The parallel increase in phenolic content and antioxidant capacity indicates that acetic fermentation promoted the release and/or transformation of phenolic compounds into more bioactive forms. Such behavior is commonly attributed to enzymatic hydrolysis and oxidative reactions occurring during fermentation, which can liberate bound phenolics from complex matrices and enhance their antioxidant effectiveness. The statistically significant correlation between total phenolics and antioxidant activity (p < 0.05) confirms that polyphenols are the main contributors to the observed functional enhancement.

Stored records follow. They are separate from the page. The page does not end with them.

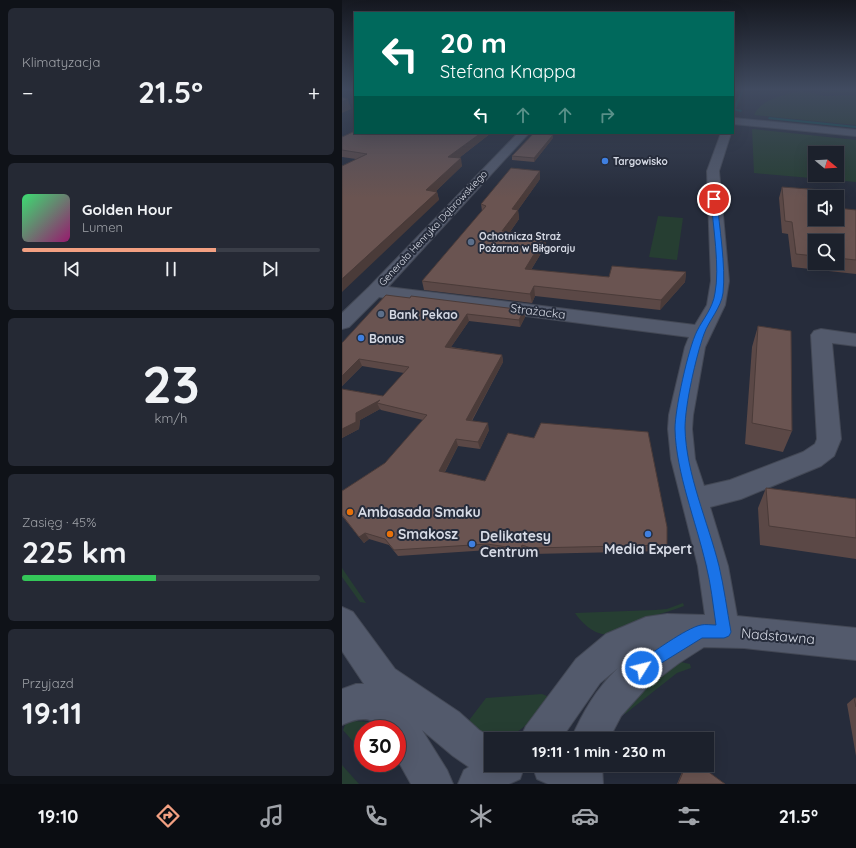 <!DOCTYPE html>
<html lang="pl">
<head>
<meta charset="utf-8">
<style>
	body { margin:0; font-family:Quicksand,sans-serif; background:#252934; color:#f1f3f6; height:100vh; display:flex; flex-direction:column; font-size:15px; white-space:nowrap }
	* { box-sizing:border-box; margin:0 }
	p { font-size:13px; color:#a0a3a9 }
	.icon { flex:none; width:22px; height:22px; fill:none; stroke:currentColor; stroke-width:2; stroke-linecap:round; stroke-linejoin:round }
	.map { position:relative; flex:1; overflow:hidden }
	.panel { display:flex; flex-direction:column; gap:8px; padding:8px; background:#0f1218; width:342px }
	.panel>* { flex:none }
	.banner { position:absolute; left:12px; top:12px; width:380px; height:122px; border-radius:0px; box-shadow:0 4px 16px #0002,0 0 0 1px #3a3e48; background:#00695c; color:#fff; overflow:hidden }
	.needle { width:26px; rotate:108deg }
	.fabs { position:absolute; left:466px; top:146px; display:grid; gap:8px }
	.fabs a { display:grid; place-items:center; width:36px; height:36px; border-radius:0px; background:#1c212c; box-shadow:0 4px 16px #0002,0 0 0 1px #3a3e48; font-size:20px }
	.speed { position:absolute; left:12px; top:720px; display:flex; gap:8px; font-size:20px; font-weight:700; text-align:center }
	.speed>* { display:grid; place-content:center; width:52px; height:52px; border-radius:50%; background:#1c212c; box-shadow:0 4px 16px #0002,0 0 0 1px #3a3e48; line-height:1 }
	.speed .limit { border:6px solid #d22; background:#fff; color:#111 }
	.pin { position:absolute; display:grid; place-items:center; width:34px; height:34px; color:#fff; margin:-17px; border:2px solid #fff; border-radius:50%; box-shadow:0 1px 4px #0007 }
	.me { position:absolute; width:44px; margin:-22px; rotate:54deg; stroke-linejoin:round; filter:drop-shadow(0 0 3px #0008) }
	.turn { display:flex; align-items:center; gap:14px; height:84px; padding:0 20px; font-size:18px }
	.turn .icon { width:52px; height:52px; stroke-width:2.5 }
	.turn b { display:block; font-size:28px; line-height:34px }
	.lanes { display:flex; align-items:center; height:38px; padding:0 20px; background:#0003; justify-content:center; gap:20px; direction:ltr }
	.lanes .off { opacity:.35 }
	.big { font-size:30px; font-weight:700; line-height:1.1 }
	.panel .card { flex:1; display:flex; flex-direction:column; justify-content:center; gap:6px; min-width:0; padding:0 14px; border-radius:6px; background:#252934 }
	.panel .dial { align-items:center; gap:0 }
	.dial b { font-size:52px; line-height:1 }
	.song { display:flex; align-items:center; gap:12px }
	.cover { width:48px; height:48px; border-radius:6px; background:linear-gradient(135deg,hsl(140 70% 55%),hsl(320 70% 35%)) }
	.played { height:4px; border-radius:2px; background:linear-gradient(90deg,#f3a082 65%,#3a3e48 65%) }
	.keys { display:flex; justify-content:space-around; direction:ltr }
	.heat { display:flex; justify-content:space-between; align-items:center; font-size:22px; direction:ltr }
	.charge { height:6px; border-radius:3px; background:linear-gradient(90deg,#34c759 45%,#3a3e48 0) }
	.trip { position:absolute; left:142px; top:732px; width:230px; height:40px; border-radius:0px; background:#1c212c; box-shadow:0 4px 16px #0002,0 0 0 1px #3a3e48; font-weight:700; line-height:40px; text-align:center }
	.tab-bar { display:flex; height:64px; justify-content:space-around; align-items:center; background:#0b0d12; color:#a0a3a9 }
	.tab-bar .icon { width:28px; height:28px }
	.tab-bar .current { color:#f3a082 }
	.tab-bar b { font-size:18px; color:#f1f3f6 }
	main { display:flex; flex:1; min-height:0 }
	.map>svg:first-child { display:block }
</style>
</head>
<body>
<main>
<section class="panel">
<div class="card"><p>Klimatyzacja</p>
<div class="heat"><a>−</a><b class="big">21.5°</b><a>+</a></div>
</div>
<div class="card">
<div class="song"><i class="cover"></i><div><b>Golden Hour</b><p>Lumen</p></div></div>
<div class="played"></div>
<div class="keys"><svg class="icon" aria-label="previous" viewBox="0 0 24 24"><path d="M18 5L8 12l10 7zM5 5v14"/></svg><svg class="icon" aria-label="pause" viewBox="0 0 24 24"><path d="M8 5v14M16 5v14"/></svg><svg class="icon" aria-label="next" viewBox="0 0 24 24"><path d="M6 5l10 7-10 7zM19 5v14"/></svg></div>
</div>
<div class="card dial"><b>23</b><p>km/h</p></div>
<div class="card"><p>Zasięg · 45%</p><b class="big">225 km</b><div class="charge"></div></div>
<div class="card"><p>Przyjazd</p><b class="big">19:11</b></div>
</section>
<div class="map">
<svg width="514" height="784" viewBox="0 0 514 784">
	<rect width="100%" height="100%" fill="#262c3b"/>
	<!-- green -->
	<path fill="#263e32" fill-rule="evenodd" d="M461,89H514V92L488,93Z
		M459,91L483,96L514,95V125L412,115C420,98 443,95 459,91Z
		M410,129L514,140V182L412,173ZM473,153H495V175H473Z
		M316,216L341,218L335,260L307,257Z
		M0,568L24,603L18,602L0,577Z
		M341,603L342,606C322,614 301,617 281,626C276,628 270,634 265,634C253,636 238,621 233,613L313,610L325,609Z
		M339,662L348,664L349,668L335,673L283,714L281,711C295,691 318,674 339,662Z
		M200,694L207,697C194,715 176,742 149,737C142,735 132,727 125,723L144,698Z
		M13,721L26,722L34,729H21V753L1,730L4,723Z
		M29,763H50L51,770L43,773L35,769Z
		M0,765L17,784H0Z"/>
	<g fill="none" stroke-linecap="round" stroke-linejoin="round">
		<!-- stream -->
		<path fill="#0e4e53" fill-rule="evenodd" d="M400,89H402L394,109L400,110L399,112L391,110V108Z
			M427,117L514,126V128L426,119Z"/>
		<defs>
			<path id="minor" d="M391,118L514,130V136L391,124Z
				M176,133H187L46,287L353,325L365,305L369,281L365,171L379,133H389L377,171L387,281L383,305L363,347L351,415L350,429L353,459L362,486L388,480L461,452L473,444L475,439L469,335L472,331L479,329L514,334V346L490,343L499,439L492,456L479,466L399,499L368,507L386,566L395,616L514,628V660L402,648L362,647L337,663L305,687L279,716L267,739H229C241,712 254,689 276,668L258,683L219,739H178L184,726L234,659L264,634L304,617L325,614L363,615L356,566L329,459L326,429L327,415L343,347L347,337L37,297L7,327L0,329V313L27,287Z
				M0,607L11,612L53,669L117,712L137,730L152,739H149V765H183L178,779L167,784H116L122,770L127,767L111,756L80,730L105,770L111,784H69L55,759V729H38C30,714 13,719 0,725V689L14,684H22L0,651Z
				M190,765H260L261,784H206L195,779Z"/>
		</defs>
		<!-- minor casing -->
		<use href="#minor" stroke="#434855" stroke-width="2"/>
		<!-- minor -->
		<use href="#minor" fill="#535a6c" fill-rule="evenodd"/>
	</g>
	<!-- wall -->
	<path fill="#5b4846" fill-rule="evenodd" d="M13,133H149L117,158L120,166L94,191L95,192L97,200L14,159L0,157V137Z
		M211,138L192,162L170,160V156Z
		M198,179L176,210L177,219L168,232L204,245L189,270L267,277L344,272L343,282L318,310L193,296L190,303L82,290L80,281L140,211L139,204Z
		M440,187L473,219L514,210V274L450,267L446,234L440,233L437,198ZM473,241H495V263H473Z
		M44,295L183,317L178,327L127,321L109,347L160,355L161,362L130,421L147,430L138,449L116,446L103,472L325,545L324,551L190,554L181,552V555L147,550L56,556L47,545L27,539L22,543L0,516V491L43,463L81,420L39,410L38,409L18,420L17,429L0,438V389L41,396L62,373L20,366L0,386V343Z
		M416,326L450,431L441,452L403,444L410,347Z
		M424,488L514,499V559L418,545L416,508Z
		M512,698H514V756L505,704Z
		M343,765H357L383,784H335Z"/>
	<!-- shaded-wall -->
	<path fill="#4a3b39" d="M6,99L9,109L0,113V102Z
		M139,133H149L108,165L106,157Z
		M211,135V138L192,162V158Z
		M119,158L120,166L86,199L84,190Z
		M198,171V179L176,210L177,219L162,240L160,231L170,209Z
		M95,192L97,200L0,292V279Z
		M203,236L204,245L184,278L183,269Z
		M344,272L343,282L318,310L319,300Z
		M192,286L193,296L190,303L188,294Z
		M182,310L183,317L178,327L177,320Z
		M125,314L127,321L105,353L103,347Z
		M160,355L161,362L126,427L124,420Z
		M17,359L20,366L0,386V376Z
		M38,400L35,403L38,409L18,420L17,429L0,438V429L14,413Z
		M146,423L147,430L138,449L136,442Z
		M114,439L116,446L100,477L97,471Z
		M23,533L27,539L22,543L17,537Z
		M180,545L181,552V555L179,549Z"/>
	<!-- building -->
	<path fill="#6a5451" stroke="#4a3b39" d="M0,97L6,99L0,102Z
		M13,131V133H139L106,157L119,158L84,190L95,192L0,279V166L25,154L0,150V137Z
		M192,133L211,135L192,158L170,156Z
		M169,168L198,171L170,209L176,210L160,231L203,236L183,269L267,277L270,266L344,272L319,300L192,286L188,294L80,281L144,206L139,204Z
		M440,187L480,190L482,197H473V219H495V208L514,210V260L495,258V241H473V256L454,254L450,222L443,221Z
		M44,295L68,298L69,296L182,310L177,320L125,314L103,347L160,355L124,420L146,423L136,442L114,439L97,471L143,481L166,433L192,438L199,423L306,432L325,527V545L189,548L180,545L179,549L145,544L52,550L43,539L23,533L17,537L0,515V491L43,463L85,415L35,403L38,400L14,413V422L0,429V389L41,396L67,367L17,359L0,376V343Z
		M416,326L449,331L450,431L410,423Z
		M424,488L514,499V538L427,526Z
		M512,698H514V707Z
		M344,765H357L383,784H336Z"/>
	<!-- sky -->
	<linearGradient id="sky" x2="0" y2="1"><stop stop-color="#151820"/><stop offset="0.45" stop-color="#414b60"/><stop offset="1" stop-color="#414b60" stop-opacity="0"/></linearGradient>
	<rect width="514" height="198" fill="url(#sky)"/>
	<!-- route -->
	<path fill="#1a73e8" stroke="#114b97" d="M372,198L375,199C377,227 384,265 381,293C379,308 367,320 362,334C354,356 343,405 343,428C344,474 366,522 377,566C382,587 385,610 389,632L387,636L382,638H360L300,675L295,673L293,668L295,663C309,654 344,628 359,625C363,624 369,625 374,625C371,605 369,584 364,565C354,521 334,473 333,429C333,409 346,349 355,331C361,319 371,308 373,293C378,268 371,226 369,199Z"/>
	<!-- markers -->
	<g fill="#3f7fe0" stroke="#262c3b" stroke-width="1.5">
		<circle cx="263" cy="161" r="4"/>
		<circle cx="19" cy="338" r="4"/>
		<circle cx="306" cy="534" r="4"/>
		<circle cx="130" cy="544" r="4"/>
	</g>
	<g fill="#5c6f8a" stroke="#262c3b" stroke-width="1.5">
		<circle cx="129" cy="242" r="4"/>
		<circle cx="39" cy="314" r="4"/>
	</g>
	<g fill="#e8710a" stroke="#262c3b" stroke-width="1.5">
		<circle cx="8" cy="512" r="4"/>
		<circle cx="48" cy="534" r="4"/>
	</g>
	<g text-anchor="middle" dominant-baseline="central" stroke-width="4" stroke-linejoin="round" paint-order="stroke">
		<!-- far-poi labels -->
		<g font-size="10" font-weight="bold" fill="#d7dbe6" stroke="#262c3b" text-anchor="start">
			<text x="271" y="161">Targowisko</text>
			<text x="137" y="236">Ochotnicza Straż<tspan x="137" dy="12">Pożarna w Biłgoraju</tspan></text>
		</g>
		<!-- far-street labels -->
		<g font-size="10" fill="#d7dbe6" stroke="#262c3b">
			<text transform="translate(91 228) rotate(-47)">Generała Henryka Dąbrowskiego</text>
		</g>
		<!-- street labels -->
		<g font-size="12" fill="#d7dbe6" stroke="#262c3b">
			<text transform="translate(196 311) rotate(7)">Strażacka</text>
		</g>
		<!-- poi labels -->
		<g font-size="12" font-weight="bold" fill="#d7dbe6" stroke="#262c3b" text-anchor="start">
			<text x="47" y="314">Bank Pekao</text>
			<text x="27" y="338">Bonus</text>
		</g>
		<!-- near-poi labels -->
		<g font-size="14" font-weight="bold" fill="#d7dbe6" stroke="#262c3b" text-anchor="start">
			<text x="16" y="512">Ambasada Smaku</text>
			<text x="56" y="534">Smakosz</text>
			<text x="138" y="536">Delikatesy<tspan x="138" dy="16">Centrum</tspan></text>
			<text x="306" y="549" text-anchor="middle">Media Expert</text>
		</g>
		<!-- near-street labels -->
		<g font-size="14" fill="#d7dbe6" stroke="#262c3b">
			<text transform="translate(436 636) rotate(5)">Nadstawna</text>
		</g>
	</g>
</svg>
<div class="fabs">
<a><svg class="needle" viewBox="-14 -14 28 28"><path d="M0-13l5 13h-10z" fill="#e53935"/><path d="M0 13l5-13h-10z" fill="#a0a3a9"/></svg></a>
<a><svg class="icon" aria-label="sound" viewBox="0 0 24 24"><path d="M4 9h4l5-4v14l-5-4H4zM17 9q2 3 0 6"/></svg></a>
<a><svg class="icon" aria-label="search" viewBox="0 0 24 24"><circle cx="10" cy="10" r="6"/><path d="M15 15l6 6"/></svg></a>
</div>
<div class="speed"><div class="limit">30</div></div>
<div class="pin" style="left:372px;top:199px;background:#d93025"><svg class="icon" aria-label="arrive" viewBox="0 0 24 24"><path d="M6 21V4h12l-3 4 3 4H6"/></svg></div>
<svg class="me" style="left:300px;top:668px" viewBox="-20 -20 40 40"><circle r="17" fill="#1a73e8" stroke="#fff" stroke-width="3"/><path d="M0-11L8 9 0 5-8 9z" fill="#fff"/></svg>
<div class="trip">19:11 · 1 min · 230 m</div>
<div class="banner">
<div class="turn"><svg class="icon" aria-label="left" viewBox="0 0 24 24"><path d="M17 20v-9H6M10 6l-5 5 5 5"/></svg><div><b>20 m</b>Stefana Knappa</div></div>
<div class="lanes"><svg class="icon" aria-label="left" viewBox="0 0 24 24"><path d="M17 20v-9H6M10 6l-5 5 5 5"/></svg><svg class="icon off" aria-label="ahead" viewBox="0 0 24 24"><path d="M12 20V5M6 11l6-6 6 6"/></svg><svg class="icon off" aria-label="ahead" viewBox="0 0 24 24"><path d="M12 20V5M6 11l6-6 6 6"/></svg><svg class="icon off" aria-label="right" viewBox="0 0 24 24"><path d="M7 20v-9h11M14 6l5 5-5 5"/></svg></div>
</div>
</div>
</main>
<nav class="tab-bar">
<b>19:10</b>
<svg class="icon current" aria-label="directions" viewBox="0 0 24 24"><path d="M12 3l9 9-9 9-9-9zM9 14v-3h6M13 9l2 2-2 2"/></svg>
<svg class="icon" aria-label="music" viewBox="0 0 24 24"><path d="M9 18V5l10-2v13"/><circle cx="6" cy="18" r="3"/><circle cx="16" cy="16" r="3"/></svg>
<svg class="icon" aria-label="phone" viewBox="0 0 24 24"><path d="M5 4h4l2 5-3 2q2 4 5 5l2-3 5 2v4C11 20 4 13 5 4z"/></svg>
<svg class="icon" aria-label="climate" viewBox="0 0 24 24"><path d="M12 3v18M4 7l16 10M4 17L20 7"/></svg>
<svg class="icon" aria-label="car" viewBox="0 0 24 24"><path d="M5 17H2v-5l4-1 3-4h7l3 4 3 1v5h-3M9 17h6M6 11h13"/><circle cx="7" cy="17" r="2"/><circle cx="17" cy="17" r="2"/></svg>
<svg class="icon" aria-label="filters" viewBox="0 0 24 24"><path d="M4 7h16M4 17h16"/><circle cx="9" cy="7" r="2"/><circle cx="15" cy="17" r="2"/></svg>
<b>21.5°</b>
</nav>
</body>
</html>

These findings are consistent with previous reports showing a strong relationship between phenolic content and antioxidant activity in date-derived products, as well as in other fermented beverages. The research of Velioglu [46] demonstrated a direct correlation between antioxidant capacity and total phenolics, flavonoids, and carotenoids, while similar improvements during fermentation have been reported for soursop juice transformed into wine [47]. Overall, the combined results highlight that the optimized acetic fermentation process not only ensures high acetic acid yield and complete ethanol depletion but also enhances the nutritional and functional quality of Degla Beida date vinegar, reinforcing its potential as a value-added fermented product.

4. Conclusions

This study successfully demonstrates the biotechnological valorization of the Algerian Degla Beida date cultivar as a high-potential substrate for vinegar production. By integrating the selection of indigenous microorganisms (Saccharomyces cerevisiae and Acetobacter sp.) with Response Surface Methodology (RSM), we developed a robust fermentation process that maximizes acetic acid yield and nutritional quality.

This study aims to highlight the efficiency of utilizing locally adapted microbial strains, which ensured an efficient conversion of the specific sugar profile characteristic of Degla Beida dates for vinegar production. The optimized process not only achieved high fermentation kinetics but also significantly enhanced the functional profile of the final product, notably increasing the total phenolic content and antioxidant capacity compared to the raw juice. Furthermore, a significant achievement of this work is the successful validation of the fermentation process through the transition from Erlenmeyer flasks to a laboratory-scale bioreactor. This progression represents a crucial step forward, as it demonstrates the stability and efficiency of the indigenous strains under controlled parameters.

Despite these promising results, it is important to acknowledge certain limitations. While this study provided a thorough phenotypic characterization and performance evaluation of the indigenous acetic acid bacteria, further genotypic identification is required to confirm the species-level taxonomy. Additionally, future research should incorporate a professional sensory evaluation (organoleptic analysis) conducted by a panel of experts to assess the flavor profile, aroma, and consumer acceptability of the produced date vinegar.

Overall, this work demonstrates a sustainable approach to transforming agricultural resources into high-value functional foods, laying the groundwork for a specialized fermentation sector.